Eskdale was laid down at Cammell Laird, Birkenhead, shipyard on 18 January 1941, was launched on 16 March 1942 and completed on 31 July 1942.

==History==
Eskdale was built for the Royal Navy in June 1942, it was agreed that it would be transferred to the Royal Norwegian Navy under operation of the Norwegian armed forces in exile, with the crew of the Norwegian-manned Town-class destroyer Newport, which was undergoing extensive repair after a collision, taking over the new destroyer and Newport returning to Royal Navy control on completion of the repairs. Eskdale commissioned on 20 July 1942.

Eskdale worked up at Scapa Flow and on 2 September 1942, Eskdale sailed as part of the escort for the Arctic convoy Convoy PQ 18 for the convoy's initial leg from Loch Ewe to Iceland. Eskdale then joined the 1st Destroyer Flotilla based at Portsmouth, taking part in convoy escort and patrols in the English Channel and North Sea, serving with the flotilla until the destroyer's sinking.

On the night of 13/14 October 1942, the German Navy attempted to run the commerce raider Komet westwards through the Channel from Le Havre, escorted by four torpedo boats. The British were aware of the German attempt and deployed two groups of ships to intercept the German force. One, consisting of Eskdale, the destroyers , , and , followed by eight Motor Torpedo Boats (MTB) sailed from Dartmouth to patrol off Cap de la Hague, while a second group of four destroyers were to wait off the Channel Islands. The Motor Torpedo Boats became separated from the Eskdale group of destroyers, which spotted the convoy at about 01:00 on 14 October. The five destroyers took the convoy by surprise, setting Komet on fire and badly damaging T10, while the German defensive fire was ineffective, with fire from Komet hitting three of the German torpedo boats. MTB 236, which had lost contact with the other MTBs, spotted the battle, and torpedoed Komet at about 01:15 hr. Komet then blew up with the loss of all aboard. On the night of 12 December 1942, Eskdale, together with the destroyers Albrighton, , , and , attacked a German convoy off Dieppe, with Eskdale torpedoing and sinking the German auxiliary minesweeper Sperrbrecher 144. Eskdale was hit in the bridge during this engagement, and had to be steered from the ship's emergency conning position at the aft end of the ship.
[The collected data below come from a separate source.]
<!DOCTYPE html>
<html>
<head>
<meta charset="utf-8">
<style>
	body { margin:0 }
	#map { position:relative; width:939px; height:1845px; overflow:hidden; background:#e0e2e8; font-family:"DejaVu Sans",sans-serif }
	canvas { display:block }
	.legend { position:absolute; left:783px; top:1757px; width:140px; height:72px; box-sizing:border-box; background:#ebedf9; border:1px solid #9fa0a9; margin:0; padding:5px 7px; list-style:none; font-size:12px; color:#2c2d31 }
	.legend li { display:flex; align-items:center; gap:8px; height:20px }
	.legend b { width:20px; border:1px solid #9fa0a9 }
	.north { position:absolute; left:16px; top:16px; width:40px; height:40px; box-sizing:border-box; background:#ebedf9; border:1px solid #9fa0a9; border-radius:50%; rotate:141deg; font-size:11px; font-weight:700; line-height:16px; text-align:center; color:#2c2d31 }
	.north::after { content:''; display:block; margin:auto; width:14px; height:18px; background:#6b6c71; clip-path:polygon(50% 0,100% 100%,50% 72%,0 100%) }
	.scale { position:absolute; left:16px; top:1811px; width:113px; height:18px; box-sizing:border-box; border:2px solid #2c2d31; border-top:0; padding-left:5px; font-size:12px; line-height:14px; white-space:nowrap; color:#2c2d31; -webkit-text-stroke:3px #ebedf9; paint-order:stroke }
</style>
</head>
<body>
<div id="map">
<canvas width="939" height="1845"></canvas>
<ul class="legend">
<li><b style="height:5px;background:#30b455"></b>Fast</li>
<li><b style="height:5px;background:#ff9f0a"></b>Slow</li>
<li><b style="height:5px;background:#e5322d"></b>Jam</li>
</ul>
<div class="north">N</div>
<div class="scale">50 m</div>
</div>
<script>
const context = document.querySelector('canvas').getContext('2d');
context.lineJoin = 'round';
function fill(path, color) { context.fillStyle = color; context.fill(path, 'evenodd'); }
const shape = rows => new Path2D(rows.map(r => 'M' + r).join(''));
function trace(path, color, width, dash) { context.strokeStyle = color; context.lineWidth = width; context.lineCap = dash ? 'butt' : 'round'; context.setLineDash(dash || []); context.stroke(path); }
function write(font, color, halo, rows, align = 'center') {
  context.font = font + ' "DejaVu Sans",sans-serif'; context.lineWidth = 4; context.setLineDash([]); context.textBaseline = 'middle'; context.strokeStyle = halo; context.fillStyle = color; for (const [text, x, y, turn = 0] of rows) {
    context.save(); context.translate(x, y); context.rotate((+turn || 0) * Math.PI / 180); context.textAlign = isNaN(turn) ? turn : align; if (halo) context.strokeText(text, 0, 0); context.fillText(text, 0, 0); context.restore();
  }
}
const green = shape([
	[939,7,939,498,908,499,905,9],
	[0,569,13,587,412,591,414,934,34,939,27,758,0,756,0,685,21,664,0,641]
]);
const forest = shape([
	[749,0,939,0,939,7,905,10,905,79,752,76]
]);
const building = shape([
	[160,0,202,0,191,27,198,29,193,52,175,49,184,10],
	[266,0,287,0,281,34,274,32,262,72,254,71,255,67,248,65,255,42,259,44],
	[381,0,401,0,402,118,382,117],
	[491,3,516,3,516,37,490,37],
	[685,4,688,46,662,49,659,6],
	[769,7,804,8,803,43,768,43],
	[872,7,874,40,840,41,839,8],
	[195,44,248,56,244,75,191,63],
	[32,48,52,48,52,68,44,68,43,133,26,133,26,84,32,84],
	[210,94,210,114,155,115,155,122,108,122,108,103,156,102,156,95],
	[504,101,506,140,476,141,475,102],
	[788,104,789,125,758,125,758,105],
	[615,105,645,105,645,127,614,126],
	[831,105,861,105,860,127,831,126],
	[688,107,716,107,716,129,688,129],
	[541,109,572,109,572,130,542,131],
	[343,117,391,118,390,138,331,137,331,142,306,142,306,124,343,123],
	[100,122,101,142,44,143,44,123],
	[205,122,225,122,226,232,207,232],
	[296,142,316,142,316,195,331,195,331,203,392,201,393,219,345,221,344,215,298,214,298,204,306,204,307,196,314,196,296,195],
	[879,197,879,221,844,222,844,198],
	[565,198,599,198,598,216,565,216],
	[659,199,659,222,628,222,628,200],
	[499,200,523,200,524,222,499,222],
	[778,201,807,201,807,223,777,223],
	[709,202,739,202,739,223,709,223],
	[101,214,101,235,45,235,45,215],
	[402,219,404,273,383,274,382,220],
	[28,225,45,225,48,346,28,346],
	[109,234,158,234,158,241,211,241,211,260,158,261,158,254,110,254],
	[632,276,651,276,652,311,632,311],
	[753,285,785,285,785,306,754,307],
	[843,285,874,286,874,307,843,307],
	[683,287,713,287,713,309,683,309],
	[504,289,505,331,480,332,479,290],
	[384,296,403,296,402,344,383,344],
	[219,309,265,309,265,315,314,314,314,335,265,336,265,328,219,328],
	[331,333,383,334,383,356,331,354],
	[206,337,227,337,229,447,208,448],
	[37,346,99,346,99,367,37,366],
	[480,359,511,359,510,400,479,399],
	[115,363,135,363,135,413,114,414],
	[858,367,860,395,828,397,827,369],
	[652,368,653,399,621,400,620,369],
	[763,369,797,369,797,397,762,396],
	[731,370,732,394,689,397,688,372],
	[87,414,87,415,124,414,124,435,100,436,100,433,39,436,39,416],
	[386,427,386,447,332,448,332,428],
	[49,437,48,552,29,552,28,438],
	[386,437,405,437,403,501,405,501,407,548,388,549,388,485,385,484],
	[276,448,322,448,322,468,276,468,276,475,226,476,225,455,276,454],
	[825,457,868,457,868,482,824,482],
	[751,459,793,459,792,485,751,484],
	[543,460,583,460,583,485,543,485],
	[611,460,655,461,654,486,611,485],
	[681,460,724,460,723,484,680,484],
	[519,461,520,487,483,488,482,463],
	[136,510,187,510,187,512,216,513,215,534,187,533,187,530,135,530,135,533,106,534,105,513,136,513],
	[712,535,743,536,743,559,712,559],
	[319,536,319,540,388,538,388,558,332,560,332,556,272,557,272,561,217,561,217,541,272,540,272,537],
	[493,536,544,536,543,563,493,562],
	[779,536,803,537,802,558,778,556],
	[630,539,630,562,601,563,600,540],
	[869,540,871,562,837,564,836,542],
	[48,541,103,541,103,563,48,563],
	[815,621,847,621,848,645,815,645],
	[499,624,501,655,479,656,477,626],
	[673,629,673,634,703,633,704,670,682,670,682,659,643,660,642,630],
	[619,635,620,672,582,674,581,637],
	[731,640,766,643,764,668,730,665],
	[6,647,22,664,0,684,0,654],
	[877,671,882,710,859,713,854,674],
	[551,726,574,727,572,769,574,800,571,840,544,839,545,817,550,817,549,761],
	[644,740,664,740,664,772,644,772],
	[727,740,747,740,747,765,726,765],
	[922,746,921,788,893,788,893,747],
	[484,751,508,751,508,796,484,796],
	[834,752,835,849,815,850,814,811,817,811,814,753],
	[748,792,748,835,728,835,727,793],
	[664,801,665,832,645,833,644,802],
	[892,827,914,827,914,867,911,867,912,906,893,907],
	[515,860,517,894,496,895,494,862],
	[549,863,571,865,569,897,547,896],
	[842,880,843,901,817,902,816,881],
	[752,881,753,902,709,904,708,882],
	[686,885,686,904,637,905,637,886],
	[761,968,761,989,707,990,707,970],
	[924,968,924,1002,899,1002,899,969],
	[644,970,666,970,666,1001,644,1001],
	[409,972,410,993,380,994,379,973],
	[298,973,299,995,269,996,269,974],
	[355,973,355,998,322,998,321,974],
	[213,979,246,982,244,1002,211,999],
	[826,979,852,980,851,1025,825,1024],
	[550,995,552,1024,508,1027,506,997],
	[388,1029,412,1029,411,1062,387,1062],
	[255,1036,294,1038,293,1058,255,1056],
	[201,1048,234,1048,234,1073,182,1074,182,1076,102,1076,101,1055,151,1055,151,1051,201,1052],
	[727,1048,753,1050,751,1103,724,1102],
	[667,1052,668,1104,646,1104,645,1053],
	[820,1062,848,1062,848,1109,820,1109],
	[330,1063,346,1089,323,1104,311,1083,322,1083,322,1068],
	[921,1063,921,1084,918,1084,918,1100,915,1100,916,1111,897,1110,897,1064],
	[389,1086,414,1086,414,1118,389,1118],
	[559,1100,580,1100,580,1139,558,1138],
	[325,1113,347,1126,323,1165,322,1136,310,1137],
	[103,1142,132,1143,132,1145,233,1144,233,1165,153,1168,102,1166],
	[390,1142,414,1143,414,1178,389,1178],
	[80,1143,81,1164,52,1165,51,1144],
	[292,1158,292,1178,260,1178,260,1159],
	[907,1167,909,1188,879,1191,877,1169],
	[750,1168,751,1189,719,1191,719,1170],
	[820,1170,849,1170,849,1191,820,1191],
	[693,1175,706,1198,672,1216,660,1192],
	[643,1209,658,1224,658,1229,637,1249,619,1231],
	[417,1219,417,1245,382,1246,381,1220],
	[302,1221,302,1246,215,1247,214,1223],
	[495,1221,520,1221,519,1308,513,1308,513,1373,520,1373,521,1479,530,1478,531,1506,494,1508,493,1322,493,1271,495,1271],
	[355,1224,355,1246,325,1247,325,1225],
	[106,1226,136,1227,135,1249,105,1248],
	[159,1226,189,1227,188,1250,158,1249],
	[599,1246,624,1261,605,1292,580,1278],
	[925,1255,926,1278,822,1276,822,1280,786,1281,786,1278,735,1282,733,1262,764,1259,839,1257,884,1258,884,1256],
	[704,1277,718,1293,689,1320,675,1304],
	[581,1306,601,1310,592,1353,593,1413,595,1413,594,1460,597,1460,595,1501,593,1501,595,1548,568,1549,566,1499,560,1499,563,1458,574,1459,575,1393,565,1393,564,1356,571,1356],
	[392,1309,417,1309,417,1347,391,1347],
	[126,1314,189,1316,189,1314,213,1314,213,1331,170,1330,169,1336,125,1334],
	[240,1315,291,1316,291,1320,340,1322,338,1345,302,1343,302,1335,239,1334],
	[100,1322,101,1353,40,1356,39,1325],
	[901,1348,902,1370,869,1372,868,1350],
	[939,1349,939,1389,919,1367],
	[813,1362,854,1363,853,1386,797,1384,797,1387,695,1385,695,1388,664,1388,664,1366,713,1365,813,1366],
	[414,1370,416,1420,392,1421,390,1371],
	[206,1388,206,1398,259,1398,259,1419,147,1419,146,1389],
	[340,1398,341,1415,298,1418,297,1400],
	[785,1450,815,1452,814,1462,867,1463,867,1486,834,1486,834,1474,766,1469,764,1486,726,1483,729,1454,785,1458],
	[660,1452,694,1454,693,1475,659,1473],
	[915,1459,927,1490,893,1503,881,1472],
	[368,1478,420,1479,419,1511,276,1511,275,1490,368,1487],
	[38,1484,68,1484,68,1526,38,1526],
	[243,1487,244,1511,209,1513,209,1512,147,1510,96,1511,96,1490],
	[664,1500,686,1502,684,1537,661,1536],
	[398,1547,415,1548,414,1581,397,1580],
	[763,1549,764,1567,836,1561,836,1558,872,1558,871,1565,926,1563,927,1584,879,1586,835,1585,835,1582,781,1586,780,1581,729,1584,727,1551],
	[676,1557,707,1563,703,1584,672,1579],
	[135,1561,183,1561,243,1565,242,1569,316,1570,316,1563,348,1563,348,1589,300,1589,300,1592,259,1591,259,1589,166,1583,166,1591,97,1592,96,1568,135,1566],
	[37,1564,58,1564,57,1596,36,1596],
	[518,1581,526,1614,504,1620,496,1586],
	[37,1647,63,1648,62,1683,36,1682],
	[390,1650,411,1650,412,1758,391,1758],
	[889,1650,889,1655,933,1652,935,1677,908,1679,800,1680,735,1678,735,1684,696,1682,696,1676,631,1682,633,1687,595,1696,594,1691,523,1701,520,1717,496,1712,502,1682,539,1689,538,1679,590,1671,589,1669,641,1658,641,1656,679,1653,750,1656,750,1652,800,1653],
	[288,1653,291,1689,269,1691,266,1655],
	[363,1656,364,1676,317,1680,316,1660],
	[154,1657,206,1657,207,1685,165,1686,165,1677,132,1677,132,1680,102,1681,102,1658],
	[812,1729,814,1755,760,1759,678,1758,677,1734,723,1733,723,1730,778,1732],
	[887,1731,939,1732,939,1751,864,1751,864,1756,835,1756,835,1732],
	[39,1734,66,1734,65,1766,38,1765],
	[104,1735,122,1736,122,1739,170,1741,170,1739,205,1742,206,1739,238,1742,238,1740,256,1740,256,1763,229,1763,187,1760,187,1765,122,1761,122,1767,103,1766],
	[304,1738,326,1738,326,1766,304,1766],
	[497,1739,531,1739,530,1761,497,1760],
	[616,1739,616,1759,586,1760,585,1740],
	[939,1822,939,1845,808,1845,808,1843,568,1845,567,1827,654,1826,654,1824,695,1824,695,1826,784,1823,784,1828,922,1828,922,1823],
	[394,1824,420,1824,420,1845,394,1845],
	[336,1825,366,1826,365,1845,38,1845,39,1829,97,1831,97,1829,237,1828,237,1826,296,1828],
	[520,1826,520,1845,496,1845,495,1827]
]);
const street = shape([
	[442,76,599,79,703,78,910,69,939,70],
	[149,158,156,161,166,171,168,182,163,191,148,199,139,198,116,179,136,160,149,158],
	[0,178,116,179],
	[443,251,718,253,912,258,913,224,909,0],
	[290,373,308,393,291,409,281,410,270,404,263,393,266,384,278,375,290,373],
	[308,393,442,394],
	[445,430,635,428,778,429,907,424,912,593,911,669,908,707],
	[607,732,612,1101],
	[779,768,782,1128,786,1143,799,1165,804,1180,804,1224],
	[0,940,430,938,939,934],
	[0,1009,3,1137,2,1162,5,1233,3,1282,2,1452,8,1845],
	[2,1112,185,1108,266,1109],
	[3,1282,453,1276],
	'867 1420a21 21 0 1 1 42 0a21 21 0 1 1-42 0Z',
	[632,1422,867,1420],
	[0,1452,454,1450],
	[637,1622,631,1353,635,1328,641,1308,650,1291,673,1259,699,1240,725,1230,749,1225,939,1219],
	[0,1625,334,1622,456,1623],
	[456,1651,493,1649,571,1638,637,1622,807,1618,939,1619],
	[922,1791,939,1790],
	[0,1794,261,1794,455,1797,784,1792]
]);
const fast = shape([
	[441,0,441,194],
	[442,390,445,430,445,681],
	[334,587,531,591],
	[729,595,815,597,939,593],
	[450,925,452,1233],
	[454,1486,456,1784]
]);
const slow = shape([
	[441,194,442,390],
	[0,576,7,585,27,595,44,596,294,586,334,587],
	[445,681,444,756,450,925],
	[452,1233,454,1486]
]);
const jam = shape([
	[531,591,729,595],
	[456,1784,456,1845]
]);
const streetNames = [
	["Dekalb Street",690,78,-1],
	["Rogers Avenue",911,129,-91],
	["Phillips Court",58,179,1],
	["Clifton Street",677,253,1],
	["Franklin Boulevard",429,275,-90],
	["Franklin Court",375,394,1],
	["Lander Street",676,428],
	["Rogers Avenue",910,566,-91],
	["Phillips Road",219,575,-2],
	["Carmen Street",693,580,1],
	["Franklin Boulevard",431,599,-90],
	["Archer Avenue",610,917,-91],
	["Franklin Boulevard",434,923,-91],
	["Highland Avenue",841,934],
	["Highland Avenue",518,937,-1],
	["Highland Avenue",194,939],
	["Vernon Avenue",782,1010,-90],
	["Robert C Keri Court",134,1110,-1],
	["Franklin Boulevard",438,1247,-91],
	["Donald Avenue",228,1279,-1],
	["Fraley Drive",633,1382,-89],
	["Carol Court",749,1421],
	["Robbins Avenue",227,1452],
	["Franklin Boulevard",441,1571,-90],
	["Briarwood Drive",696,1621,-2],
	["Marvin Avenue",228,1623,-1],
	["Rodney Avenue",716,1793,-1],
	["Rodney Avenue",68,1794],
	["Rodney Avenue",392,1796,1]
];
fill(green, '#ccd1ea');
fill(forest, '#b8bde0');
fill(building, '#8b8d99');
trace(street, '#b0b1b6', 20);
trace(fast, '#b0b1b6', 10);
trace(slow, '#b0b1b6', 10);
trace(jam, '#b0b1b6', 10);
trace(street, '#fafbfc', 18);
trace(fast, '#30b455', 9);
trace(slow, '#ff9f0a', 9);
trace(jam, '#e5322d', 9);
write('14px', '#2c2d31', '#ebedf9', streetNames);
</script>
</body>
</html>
Eskdale was under repair until 16 January 1943.

On 14 April 1943, Eskdale and Glaisdale, together with five trawlers, were escorting the six merchant ships of Convoy PW 323 (Portsmouth–Wales), when the convoy was attacked by seven German motor torpedo boats (known as Schnellboot to the Germans and E-boats to the British) off Lizard Head. Eskdale was sunk by torpedoes from S90, S65 and S121, killing 25 of the destroyer's crew, with the freighter Stanlake also torpedoed and sunk.